### Instructions for the task
An exact copy of the entries is needed, with every line included.

### Stored data entries
• • •
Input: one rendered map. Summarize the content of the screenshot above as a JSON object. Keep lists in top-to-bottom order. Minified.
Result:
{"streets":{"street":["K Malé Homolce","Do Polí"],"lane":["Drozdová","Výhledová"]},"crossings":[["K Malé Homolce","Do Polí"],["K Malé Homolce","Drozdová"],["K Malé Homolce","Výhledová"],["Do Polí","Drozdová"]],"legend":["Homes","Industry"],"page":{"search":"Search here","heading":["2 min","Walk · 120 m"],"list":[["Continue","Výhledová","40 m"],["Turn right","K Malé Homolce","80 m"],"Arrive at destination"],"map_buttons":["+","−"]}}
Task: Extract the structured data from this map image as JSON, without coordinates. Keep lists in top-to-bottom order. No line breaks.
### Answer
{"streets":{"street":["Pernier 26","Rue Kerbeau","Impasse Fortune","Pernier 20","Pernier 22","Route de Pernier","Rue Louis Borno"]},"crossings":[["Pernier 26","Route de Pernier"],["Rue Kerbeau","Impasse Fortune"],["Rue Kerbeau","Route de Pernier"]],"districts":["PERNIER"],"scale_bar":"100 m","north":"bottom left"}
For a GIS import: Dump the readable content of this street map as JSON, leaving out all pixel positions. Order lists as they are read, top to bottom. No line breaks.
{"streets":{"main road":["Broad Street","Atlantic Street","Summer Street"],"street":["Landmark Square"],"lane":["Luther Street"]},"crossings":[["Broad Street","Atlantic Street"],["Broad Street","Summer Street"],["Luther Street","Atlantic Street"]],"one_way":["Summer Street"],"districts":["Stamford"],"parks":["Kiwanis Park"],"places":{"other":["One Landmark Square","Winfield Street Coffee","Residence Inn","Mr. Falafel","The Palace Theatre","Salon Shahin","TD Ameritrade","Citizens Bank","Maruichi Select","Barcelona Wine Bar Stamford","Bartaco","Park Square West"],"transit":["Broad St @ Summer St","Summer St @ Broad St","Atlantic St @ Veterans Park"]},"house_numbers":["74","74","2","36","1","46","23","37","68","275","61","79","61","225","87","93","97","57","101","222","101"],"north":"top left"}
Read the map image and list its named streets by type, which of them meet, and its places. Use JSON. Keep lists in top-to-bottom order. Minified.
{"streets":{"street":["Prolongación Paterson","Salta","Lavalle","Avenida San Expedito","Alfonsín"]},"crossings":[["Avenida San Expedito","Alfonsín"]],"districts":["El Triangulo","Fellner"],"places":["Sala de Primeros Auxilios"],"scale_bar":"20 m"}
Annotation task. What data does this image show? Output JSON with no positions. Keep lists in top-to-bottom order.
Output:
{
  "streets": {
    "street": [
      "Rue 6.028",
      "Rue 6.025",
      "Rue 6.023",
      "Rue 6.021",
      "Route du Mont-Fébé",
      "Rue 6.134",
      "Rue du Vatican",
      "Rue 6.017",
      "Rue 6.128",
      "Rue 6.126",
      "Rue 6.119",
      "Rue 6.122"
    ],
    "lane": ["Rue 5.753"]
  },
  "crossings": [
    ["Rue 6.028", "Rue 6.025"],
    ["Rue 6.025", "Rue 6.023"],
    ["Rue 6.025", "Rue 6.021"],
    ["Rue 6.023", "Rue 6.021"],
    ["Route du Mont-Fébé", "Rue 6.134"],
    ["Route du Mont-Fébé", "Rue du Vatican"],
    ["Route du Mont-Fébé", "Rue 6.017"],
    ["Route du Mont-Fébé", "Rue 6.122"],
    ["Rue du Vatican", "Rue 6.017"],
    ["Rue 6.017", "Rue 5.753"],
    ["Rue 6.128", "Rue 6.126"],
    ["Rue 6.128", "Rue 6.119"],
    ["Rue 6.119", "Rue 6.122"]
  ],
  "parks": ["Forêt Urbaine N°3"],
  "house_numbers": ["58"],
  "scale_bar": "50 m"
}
• • •
### Result for this task
Input: one rendered map. Summarize the content of the screenshot above as a JSON object. Keep lists in top-to-bottom order. Minified.
Result:
{"streets":{"street":["K Malé Homolce","Do Polí"],"lane":["Drozdová","Výhledová"]},"crossings":[["K Malé Homolce","Do Polí"],["K Malé Homolce","Drozdová"],["K Malé Homolce","Výhledová"],["Do Polí","Drozdová"]],"legend":["Homes","Industry"],"page":{"search":"Search here","heading":["2 min","Walk · 120 m"],"list":[["Continue","Výhledová","40 m"],["Turn right","K Malé Homolce","80 m"],"Arrive at destination"],"map_buttons":["+","−"]}}
Task: Extract the structured data from this map image as JSON, without coordinates. Keep lists in top-to-bottom order. No line breaks.
### Answer
{"streets":{"street":["Pernier 26","Rue Kerbeau","Impasse Fortune","Pernier 20","Pernier 22","Route de Pernier","Rue Louis Borno"]},"crossings":[["Pernier 26","Route de Pernier"],["Rue Kerbeau","Impasse Fortune"],["Rue Kerbeau","Route de Pernier"]],"districts":["PERNIER"],"scale_bar":"100 m","north":"bottom left"}
For a GIS import: Dump the readable content of this street map as JSON, leaving out all pixel positions. Order lists as they are read, top to bottom. No line breaks.
{"streets":{"main road":["Broad Street","Atlantic Street","Summer Street"],"street":["Landmark Square"],"lane":["Luther Street"]},"crossings":[["Broad Street","Atlantic Street"],["Broad Street","Summer Street"],["Luther Street","Atlantic Street"]],"one_way":["Summer Street"],"districts":["Stamford"],"parks":["Kiwanis Park"],"places":{"other":["One Landmark Square","Winfield Street Coffee","Residence Inn","Mr. Falafel","The Palace Theatre","Salon Shahin","TD Ameritrade","Citizens Bank","Maruichi Select","Barcelona Wine Bar Stamford","Bartaco","Park Square West"],"transit":["Broad St @ Summer St","Summer St @ Broad St","Atlantic St @ Veterans Park"]},"house_numbers":["74","74","2","36","1","46","23","37","68","275","61","79","61","225","87","93","97","57","101","222","101"],"north":"top left"}
Read the map image and list its named streets by type, which of them meet, and its places. Use JSON. Keep lists in top-to-bottom order. Minified.
{"streets":{"street":["Prolongación Paterson","Salta","Lavalle","Avenida San Expedito","Alfonsín"]},"crossings":[["Avenida San Expedito","Alfonsín"]],"districts":["El Triangulo","Fellner"],"places":["Sala de Primeros Auxilios"],"scale_bar":"20 m"}
Annotation task. What data does this image show? Output JSON with no positions. Keep lists in top-to-bottom order.
Output:
{
  "streets": {
    "street": [
      "Rue 6.028",
      "Rue 6.025",
      "Rue 6.023",
      "Rue 6.021",
      "Route du Mont-Fébé",
      "Rue 6.134",
      "Rue du Vatican",
      "Rue 6.017",
      "Rue 6.128",
      "Rue 6.126",
      "Rue 6.119",
      "Rue 6.122"
    ],
    "lane": ["Rue 5.753"]
  },
  "crossings": [
    ["Rue 6.028", "Rue 6.025"],
    ["Rue 6.025", "Rue 6.023"],
    ["Rue 6.025", "Rue 6.021"],
    ["Rue 6.023", "Rue 6.021"],
    ["Route du Mont-Fébé", "Rue 6.134"],
    ["Route du Mont-Fébé", "Rue du Vatican"],
    ["Route du Mont-Fébé", "Rue 6.017"],
    ["Route du Mont-Fébé", "Rue 6.122"],
    ["Rue du Vatican", "Rue 6.017"],
    ["Rue 6.017", "Rue 5.753"],
    ["Rue 6.128", "Rue 6.126"],
    ["Rue 6.128", "Rue 6.119"],
    ["Rue 6.119", "Rue 6.122"]
  ],
  "parks": ["Forêt Urbaine N°3"],
  "house_numbers": ["58"],
  "scale_bar": "50 m"
}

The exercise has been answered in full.